§ **WORK TASK**:
Your copy should match the entries exactly, except that it holds no pictures.

§ **Saved entries**:
Content starts

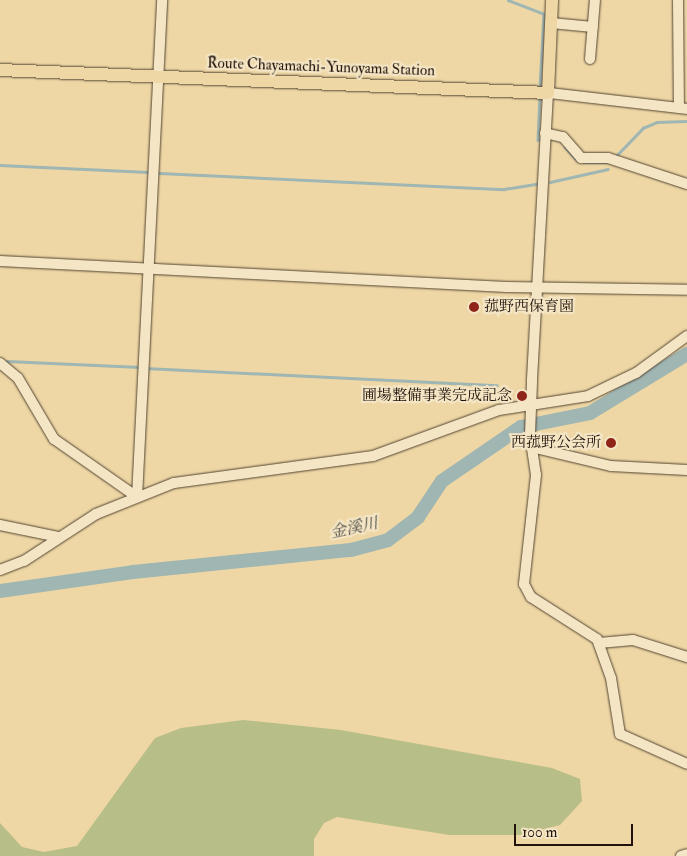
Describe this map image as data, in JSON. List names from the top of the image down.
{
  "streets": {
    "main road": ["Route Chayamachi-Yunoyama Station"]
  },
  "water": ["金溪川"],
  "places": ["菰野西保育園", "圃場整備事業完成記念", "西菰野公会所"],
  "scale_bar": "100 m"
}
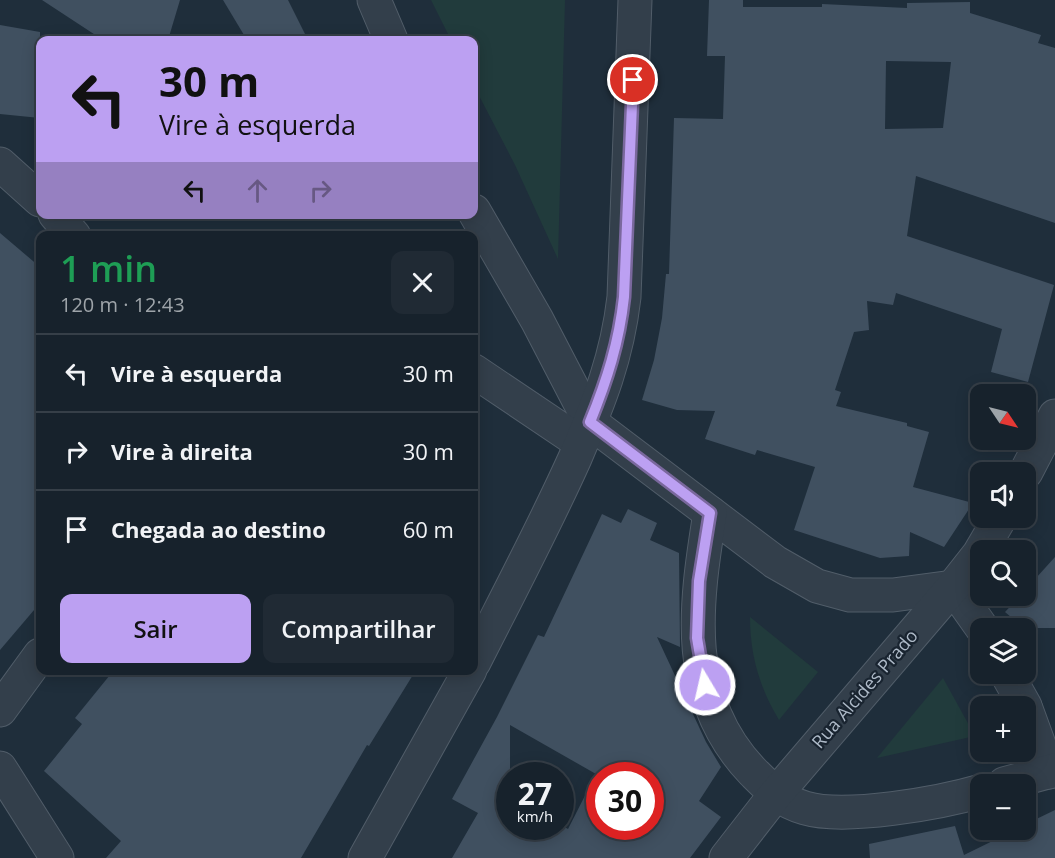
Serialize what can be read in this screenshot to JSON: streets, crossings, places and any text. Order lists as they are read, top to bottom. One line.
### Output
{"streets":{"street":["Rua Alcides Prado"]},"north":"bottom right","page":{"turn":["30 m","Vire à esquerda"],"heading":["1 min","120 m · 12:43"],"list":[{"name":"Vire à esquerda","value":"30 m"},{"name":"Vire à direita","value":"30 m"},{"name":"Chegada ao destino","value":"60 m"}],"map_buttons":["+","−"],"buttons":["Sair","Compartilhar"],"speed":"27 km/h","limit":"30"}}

Content ends

§ **EXPECTED ANSWER**:
Describe this map image as data, in JSON. List names from the top of the image down.
{
  "streets": {
    "main road": ["Route Chayamachi-Yunoyama Station"]
  },
  "water": ["金溪川"],
  "places": ["菰野西保育園", "圃場整備事業完成記念", "西菰野公会所"],
  "scale_bar": "100 m"
}
Serialize what can be read in this screenshot to JSON: streets, crossings, places and any text. Order lists as they are read, top to bottom. One line.
### Output
{"streets":{"street":["Rua Alcides Prado"]},"north":"bottom right","page":{"turn":["30 m","Vire à esquerda"],"heading":["1 min","120 m · 12:43"],"list":[{"name":"Vire à esquerda","value":"30 m"},{"name":"Vire à direita","value":"30 m"},{"name":"Chegada ao destino","value":"60 m"}],"map_buttons":["+","−"],"buttons":["Sair","Compartilhar"],"speed":"27 km/h","limit":"30"}}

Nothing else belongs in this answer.